▶ Task item
Exactly as they appear, set down all of the records.

(Saved data entries)
# # # # # # #

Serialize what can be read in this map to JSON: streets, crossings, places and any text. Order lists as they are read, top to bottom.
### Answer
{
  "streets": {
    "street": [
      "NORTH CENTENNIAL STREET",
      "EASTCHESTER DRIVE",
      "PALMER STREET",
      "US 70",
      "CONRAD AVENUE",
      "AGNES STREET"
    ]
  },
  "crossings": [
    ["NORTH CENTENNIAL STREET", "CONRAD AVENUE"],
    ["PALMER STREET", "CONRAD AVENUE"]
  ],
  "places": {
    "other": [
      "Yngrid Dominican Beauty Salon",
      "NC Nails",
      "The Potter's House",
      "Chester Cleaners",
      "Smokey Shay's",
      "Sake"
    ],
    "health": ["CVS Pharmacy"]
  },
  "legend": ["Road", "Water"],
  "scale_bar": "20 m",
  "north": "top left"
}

# # # # # # #

▶ Task result
Serialize what can be read in this map to JSON: streets, crossings, places and any text. Order lists as they are read, top to bottom.
### Answer
{
  "streets": {
    "street": [
      "NORTH CENTENNIAL STREET",
      "EASTCHESTER DRIVE",
      "PALMER STREET",
      "US 70",
      "CONRAD AVENUE",
      "AGNES STREET"
    ]
  },
  "crossings": [
    ["NORTH CENTENNIAL STREET", "CONRAD AVENUE"],
    ["PALMER STREET", "CONRAD AVENUE"]
  ],
  "places": {
    "other": [
      "Yngrid Dominican Beauty Salon",
      "NC Nails",
      "The Potter's House",
      "Chester Cleaners",
      "Smokey Shay's",
      "Sake"
    ],
    "health": ["CVS Pharmacy"]
  },
  "legend": ["Road", "Water"],
  "scale_bar": "20 m",
  "north": "top left"
}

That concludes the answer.